Semtech (SMTC) Q3 2025 earnings summary
Event summary combining transcript, slides, and related documents.
Q3 2025 earnings summary
12 Jan, 2026Executive summary
Q3 net sales reached $236.8 million, up 18% year-over-year and 10% sequentially, driven by record data center sales and broad-based growth across all end markets, especially infrastructure and industrial.
Strategic focus on portfolio rationalization, growth acceleration, and human capital development, with increased investment in data center products and completion of a major portfolio evaluation.
Major convertible note exchange reduced debt by $188.1 million in exchange for 10.4 million shares, resulting in a $144.7 million loss on extinguishment of debt.
Initiatives such as Semtech Rising and expanded AirLink Management Services support employee development and global reach.

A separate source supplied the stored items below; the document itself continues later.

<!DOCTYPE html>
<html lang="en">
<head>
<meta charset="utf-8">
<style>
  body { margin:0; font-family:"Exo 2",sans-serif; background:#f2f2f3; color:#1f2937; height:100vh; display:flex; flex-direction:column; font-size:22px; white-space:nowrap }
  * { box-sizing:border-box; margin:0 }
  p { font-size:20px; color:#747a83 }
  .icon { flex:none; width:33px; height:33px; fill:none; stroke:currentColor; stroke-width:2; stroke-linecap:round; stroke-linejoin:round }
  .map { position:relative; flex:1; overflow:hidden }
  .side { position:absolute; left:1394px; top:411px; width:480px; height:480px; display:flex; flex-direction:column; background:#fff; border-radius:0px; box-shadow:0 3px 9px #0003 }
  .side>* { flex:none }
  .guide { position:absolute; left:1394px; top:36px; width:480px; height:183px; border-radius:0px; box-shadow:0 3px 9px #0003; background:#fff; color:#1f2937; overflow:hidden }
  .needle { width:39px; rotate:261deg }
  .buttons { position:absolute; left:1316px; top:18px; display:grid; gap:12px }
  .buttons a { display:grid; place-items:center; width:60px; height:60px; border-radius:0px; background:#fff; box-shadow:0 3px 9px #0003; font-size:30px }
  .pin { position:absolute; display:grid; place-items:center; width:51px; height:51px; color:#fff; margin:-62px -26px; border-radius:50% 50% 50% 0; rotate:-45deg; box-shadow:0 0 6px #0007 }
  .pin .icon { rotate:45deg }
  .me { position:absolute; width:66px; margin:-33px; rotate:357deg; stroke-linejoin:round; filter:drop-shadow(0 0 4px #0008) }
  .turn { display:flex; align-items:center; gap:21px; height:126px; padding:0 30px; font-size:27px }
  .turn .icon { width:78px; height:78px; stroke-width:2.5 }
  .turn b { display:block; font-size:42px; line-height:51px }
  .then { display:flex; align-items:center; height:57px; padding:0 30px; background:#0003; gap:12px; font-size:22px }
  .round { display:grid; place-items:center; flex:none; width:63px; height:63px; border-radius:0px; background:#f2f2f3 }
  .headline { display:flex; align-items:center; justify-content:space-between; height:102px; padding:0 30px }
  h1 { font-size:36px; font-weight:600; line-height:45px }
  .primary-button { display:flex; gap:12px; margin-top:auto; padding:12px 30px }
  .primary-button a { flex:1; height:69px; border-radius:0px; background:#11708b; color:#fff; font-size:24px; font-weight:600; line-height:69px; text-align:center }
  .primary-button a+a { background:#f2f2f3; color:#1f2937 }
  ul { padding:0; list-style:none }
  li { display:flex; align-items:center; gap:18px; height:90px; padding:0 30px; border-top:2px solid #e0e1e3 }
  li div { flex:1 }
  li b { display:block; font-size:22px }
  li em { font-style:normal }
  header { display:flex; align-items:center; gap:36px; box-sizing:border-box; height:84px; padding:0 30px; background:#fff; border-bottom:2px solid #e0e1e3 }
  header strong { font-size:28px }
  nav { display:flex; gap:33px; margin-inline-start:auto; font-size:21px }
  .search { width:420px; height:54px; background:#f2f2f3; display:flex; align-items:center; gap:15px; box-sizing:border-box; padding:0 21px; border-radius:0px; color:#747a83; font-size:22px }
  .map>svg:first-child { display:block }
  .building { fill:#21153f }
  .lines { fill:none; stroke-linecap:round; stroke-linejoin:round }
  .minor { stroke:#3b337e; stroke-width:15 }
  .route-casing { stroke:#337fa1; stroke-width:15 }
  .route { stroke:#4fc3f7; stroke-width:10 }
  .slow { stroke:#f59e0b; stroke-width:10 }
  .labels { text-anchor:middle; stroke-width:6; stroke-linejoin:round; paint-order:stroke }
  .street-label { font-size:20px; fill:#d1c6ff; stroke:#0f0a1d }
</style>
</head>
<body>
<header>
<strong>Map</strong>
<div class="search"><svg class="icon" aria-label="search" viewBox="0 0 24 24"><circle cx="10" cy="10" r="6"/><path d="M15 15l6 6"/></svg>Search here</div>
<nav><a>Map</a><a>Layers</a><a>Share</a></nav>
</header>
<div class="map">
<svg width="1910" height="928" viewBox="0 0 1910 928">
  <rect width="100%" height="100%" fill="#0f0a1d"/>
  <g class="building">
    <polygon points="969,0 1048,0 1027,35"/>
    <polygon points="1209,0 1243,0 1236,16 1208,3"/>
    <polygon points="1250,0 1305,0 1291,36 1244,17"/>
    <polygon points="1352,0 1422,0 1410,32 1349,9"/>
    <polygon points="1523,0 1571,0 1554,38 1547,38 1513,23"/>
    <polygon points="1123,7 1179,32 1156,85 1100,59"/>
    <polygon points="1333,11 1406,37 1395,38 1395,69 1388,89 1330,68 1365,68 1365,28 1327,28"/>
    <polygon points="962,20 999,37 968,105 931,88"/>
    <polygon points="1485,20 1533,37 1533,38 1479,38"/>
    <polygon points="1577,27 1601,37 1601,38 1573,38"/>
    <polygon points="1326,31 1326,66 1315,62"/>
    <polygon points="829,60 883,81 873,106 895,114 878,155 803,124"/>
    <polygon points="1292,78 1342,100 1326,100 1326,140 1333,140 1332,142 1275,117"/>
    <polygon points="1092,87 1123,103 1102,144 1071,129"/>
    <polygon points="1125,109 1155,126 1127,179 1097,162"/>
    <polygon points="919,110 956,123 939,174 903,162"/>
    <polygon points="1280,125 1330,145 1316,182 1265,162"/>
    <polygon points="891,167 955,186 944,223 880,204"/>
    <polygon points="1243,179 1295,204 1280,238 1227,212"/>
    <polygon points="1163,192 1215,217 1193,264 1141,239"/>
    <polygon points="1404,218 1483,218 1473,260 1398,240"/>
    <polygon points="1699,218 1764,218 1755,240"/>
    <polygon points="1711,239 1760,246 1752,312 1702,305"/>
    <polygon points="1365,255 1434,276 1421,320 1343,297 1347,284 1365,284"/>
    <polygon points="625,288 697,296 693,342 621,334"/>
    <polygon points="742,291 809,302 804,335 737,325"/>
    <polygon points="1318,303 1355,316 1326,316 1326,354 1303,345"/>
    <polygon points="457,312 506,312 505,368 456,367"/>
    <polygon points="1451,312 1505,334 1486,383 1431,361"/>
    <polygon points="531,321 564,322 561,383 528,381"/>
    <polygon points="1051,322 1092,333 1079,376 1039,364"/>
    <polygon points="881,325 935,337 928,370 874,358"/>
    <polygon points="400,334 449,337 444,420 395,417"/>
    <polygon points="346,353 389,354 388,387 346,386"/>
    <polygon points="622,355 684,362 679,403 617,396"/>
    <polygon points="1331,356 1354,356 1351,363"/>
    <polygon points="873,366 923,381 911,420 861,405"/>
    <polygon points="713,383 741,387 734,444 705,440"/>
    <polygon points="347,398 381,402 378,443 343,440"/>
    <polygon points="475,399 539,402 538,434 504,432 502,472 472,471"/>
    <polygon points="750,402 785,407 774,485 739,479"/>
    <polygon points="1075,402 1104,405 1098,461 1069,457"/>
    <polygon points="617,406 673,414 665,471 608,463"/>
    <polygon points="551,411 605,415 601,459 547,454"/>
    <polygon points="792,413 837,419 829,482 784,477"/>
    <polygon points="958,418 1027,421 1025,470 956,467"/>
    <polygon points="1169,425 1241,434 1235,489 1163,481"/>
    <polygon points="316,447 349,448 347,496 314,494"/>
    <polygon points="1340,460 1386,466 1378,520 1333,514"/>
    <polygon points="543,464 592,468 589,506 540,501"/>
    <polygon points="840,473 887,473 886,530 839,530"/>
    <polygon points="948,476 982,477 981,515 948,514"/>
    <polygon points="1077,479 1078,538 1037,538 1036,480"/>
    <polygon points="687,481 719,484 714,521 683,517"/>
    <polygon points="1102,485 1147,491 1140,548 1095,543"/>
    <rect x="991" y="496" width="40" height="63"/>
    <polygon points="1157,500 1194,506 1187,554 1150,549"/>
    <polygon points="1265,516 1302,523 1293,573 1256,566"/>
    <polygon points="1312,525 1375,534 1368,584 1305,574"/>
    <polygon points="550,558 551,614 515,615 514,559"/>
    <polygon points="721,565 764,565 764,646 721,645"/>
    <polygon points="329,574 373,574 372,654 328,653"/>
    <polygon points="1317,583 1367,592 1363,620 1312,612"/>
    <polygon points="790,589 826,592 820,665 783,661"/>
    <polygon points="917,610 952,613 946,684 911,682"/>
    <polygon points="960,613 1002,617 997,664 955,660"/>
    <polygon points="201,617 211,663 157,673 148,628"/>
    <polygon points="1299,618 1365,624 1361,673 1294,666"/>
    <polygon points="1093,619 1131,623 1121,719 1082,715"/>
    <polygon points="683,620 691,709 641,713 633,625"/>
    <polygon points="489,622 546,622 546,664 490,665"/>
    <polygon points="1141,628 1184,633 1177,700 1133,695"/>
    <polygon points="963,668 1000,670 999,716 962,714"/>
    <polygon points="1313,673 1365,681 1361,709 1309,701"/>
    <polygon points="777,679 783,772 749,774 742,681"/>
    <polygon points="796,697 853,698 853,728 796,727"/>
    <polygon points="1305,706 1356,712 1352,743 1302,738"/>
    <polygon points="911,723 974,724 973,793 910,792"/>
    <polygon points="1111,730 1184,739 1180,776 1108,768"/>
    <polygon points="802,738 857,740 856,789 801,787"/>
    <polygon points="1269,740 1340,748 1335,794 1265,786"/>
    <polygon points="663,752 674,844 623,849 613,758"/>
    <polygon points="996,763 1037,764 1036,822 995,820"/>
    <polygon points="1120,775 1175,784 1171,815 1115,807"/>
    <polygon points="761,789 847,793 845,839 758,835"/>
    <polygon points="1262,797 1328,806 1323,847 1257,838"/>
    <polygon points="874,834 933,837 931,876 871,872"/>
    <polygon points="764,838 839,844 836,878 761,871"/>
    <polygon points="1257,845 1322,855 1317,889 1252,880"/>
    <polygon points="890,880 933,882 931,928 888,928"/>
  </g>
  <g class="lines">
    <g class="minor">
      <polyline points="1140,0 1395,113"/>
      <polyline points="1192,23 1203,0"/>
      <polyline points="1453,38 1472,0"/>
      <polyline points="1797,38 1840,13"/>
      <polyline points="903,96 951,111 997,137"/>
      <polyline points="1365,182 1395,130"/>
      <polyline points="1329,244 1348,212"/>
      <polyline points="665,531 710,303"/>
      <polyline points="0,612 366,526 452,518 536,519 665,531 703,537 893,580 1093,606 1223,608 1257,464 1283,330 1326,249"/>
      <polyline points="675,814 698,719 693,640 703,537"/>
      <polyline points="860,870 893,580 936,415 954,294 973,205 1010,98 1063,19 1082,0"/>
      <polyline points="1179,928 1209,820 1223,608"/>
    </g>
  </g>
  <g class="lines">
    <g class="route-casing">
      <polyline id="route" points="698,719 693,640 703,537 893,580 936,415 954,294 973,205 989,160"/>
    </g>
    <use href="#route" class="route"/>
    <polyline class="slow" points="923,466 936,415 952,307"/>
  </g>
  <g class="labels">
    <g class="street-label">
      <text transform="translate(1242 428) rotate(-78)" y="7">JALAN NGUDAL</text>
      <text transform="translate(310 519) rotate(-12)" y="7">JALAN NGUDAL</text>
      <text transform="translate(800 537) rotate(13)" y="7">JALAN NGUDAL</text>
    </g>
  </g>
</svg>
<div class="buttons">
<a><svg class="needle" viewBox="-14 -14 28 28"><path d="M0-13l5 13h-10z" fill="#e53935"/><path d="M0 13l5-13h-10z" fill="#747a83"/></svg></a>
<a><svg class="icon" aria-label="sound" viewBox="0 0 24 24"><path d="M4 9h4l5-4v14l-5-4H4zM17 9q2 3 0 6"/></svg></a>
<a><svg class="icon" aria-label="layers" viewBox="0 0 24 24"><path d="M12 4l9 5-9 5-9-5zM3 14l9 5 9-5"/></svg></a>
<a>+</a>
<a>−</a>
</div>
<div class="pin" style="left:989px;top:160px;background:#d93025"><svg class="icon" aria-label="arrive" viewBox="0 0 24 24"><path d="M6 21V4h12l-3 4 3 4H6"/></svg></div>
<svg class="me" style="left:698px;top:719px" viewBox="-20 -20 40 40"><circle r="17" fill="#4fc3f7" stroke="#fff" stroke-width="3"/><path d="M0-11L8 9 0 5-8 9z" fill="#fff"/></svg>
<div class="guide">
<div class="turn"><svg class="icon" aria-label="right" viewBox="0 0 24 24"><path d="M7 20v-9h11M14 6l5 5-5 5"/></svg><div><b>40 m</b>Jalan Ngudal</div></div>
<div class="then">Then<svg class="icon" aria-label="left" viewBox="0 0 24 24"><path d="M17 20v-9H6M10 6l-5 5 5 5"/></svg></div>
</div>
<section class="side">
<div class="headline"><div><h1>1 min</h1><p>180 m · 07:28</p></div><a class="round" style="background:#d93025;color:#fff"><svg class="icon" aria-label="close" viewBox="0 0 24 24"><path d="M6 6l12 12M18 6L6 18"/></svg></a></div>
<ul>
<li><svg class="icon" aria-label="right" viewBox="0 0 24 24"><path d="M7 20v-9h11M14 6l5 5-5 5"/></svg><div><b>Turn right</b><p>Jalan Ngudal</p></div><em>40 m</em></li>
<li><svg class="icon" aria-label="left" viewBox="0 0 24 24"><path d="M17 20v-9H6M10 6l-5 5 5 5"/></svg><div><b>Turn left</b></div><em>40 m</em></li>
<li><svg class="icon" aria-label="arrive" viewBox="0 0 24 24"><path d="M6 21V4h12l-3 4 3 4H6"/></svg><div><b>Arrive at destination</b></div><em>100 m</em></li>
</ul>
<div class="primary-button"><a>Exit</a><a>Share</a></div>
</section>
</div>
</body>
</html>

Net loss for Q3 FY2025 was $7.6 million, a significant improvement from prior periods, with no new goodwill impairment.
Financial highlights
Q3 net sales: $236.8 million, up from $215.4 million in Q2 and $200.9 million in Q3 last year; gross margin: 52.4% non-GAAP, 51.1% GAAP; operating margin: 18.3% non-GAAP, 7.5% GAAP.
Adjusted EBITDA was $51.1 million (21.6% margin), up from $40.5 million (18.8%) in Q2 and $28.1 million (14.0%) in Q3 last year.
Net earnings per share were $0.26 non-GAAP, up from $0.11 in Q2 and $0.02 in Q3 last year; GAAP diluted loss per share was $0.10.
Operating and free cash flow were $29.6 million and $29.1 million, respectively; cash balance at quarter end was $136.5 million.
Operating expenses were $103.2 million GAAP, $80.6 million non-GAAP; interest expense was $20.3 million GAAP, $18.4 million non-GAAP.
Outlook and guidance
Q4 net sales expected at $250 million ± $5 million, with infrastructure and industrial leading growth and high-end consumer down due to seasonality.
Non-GAAP gross margin expected at 52.8% ± 50 bps, operating margin at 19.7% ± 70 bps, and adjusted EBITDA margin at 22.8% ± 70 bps.
Non-GAAP diluted EPS guidance is $0.32 ± $0.03 on 80 million shares; normalized non-GAAP tax rate for FY25 set at 15%.
Management expects sufficient liquidity for at least the next 12 months, with $136.5 million in cash and $287.2 million in undrawn credit.